Creutzfeldt-Jakob : la transmission par le sang confirmée

Par Julian Prial

Pour la première fois, des chercheurs français ont réussi à démontrer la présence d’infectiosité dans le sang de patients atteints par la maladie de Creutzfeldt-Jakob. 

VALINCO/SIPA

Les craintes étaient là depuis longtemps et se confirment aujourd'hui. Le sang des patients touchés par la maladie de Creutzfeldt-Jakob (MCJ) est porteur d’infectiosité. Cette confirmation de la transmissibilité par le sang de la maladie a été amenée par une équipe de scientifiques de l’Inra (1) et de l’Ecole Nationale Vétérinaire de Toulouse. Des résultats inédits publiés il y a quelques jours dans le journal Emerging Infectious Diseases.


Des soupçons de longue date

On se souvient de la maladie de Creutzfeldt-Jakob qui, il y a plusieurs années avait fait 200 morts dont 25 en France. Due à un agent pathogène, le prion, la maladie de la vache folle peut se transmettre à l’homme par voie alimentaire. Cette maladie neurodégénérative existe en effet sous plusieurs formes. Une forme familiale (d’origine génétique), une forme sporadique (d’origine inconnue) et une forme dite ‘variante’, apparue en 1996 et causée par une exposition alimentaire à l’agent responsable de l’encéphalopathie spongiforme bovine (ESB ou « maladie de la vache folle »). 
Plusieurs pays (France, Royaume Uni, USA, Japon ...) ont rapporté que l'usage d'une hormone de croissance ou de greffe de méninge, issue de donneurs atteints ou en incubation de la maladie, ont été responsables de la transmission inter-humaine de la MCJ. Et en Grande Bretagne, dans au moins quatre cas de transmission, la responsabilité de transfusions sanguines a été suspectée à l'issue d'enquêtes épidémiologiques.    
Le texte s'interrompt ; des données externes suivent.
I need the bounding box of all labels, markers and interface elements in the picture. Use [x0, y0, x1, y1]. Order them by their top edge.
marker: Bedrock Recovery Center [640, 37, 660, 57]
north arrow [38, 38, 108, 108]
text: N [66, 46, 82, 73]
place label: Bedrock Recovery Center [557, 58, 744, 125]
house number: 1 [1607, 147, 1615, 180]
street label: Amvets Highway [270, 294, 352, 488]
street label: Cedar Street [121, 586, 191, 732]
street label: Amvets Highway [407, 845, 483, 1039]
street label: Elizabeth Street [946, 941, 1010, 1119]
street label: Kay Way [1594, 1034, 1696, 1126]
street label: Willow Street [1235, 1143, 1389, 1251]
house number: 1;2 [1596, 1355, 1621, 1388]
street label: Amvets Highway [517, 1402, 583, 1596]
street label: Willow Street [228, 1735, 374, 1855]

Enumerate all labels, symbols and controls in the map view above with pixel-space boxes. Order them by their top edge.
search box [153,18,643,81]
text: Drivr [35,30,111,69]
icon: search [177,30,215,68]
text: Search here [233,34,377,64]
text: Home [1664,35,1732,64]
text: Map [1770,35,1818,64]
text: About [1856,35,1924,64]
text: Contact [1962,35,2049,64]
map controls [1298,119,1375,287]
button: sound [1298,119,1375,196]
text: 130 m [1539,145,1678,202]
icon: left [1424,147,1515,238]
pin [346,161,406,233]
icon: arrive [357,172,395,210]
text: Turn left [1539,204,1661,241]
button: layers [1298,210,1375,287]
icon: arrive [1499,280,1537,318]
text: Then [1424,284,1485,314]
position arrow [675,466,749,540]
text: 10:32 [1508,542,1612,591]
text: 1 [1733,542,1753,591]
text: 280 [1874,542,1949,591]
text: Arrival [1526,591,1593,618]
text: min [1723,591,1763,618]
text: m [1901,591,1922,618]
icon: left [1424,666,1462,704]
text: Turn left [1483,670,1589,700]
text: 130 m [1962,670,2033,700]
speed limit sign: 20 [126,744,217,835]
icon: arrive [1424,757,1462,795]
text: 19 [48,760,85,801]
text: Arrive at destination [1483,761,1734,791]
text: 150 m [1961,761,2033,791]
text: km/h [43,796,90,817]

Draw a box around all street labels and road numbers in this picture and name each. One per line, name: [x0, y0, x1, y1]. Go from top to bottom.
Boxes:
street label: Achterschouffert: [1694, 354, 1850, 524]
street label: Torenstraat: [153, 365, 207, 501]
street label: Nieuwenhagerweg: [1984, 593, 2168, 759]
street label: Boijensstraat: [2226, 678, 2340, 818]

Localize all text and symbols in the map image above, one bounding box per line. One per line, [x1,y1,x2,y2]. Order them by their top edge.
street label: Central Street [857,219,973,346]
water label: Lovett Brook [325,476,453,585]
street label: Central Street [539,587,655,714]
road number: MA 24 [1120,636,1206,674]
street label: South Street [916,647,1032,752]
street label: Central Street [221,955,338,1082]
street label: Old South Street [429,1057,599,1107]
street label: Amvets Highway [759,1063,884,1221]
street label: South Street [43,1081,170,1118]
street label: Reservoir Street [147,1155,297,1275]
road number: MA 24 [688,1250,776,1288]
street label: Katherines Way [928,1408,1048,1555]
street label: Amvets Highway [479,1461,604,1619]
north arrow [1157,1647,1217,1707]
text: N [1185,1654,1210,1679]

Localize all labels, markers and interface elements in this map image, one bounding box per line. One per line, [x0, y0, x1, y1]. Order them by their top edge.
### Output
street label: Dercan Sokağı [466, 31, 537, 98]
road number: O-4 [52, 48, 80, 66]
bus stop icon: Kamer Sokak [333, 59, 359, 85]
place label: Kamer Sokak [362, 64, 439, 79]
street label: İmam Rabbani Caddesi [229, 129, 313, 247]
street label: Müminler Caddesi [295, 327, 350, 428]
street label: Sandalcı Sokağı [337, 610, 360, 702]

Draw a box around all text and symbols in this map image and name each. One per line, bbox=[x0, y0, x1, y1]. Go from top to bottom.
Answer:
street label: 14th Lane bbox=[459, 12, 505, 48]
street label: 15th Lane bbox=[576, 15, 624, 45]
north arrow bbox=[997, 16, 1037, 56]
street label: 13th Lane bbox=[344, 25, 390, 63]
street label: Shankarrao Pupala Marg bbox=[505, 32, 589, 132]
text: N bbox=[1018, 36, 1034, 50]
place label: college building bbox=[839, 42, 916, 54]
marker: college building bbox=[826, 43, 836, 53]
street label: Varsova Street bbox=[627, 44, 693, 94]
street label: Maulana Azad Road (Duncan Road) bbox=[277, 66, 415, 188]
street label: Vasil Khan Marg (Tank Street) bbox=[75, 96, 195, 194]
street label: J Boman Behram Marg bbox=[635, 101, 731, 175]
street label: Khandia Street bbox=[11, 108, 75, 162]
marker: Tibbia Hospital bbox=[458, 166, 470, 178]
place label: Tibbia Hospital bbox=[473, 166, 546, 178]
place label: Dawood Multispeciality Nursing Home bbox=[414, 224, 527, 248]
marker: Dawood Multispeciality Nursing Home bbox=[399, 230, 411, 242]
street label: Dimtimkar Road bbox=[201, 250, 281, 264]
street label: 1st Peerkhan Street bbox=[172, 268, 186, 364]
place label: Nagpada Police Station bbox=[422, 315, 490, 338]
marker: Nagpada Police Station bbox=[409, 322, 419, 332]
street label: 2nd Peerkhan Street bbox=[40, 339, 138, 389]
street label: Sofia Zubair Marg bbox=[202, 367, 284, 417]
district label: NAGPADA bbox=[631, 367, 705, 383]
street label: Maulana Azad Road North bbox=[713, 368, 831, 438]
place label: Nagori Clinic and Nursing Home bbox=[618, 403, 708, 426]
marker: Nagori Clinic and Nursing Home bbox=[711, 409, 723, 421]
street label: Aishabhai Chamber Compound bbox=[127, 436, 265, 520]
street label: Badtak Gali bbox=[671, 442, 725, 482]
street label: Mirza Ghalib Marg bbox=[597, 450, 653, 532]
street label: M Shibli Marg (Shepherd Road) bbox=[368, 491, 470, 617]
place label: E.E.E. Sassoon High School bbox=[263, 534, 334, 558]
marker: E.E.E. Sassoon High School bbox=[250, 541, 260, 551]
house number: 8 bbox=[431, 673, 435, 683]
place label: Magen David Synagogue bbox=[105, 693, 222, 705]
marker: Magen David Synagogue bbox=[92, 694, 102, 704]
Les transfusions sanguines à haut risque
C'est pour cette dernière raison que des scientifiques français ont mené l'enquête en collaboration avec des partenaires européens. Ils se sont intéressés à la présence potentielle et à la distribution des agents responsables de MCJ (forme sporadique et variante) dans le sang. Ils ont pour cela quantifié les niveaux d’infectiosité associés à différentes fractions sanguines issues de patients atteints de MCJ. Par la suite, ils ont inoculé dans le cerveau de souris modèles des fractions sanguines de patients atteints.
Résultat, les cellules sanguines (globules blancs et rouges) et le plasma issus d’un patient atteint par le variant de MCJ sont apparus tous trois porteurs d’infectiosité. Pour la MCJ sporadique, la présence d’infectiosité a pu être détectée dans le plasma de deux des quatre cas testés.
Conclusion des chercheurs, « ces résultats démontrent pour la première fois la présence d’infectiosité dans le sang de malades atteints de MCJ. Ils confirment aussi l’existence d’un danger de transmission de ces maladies par voie transfusionnelle ou par les médicaments dérivés du sang. »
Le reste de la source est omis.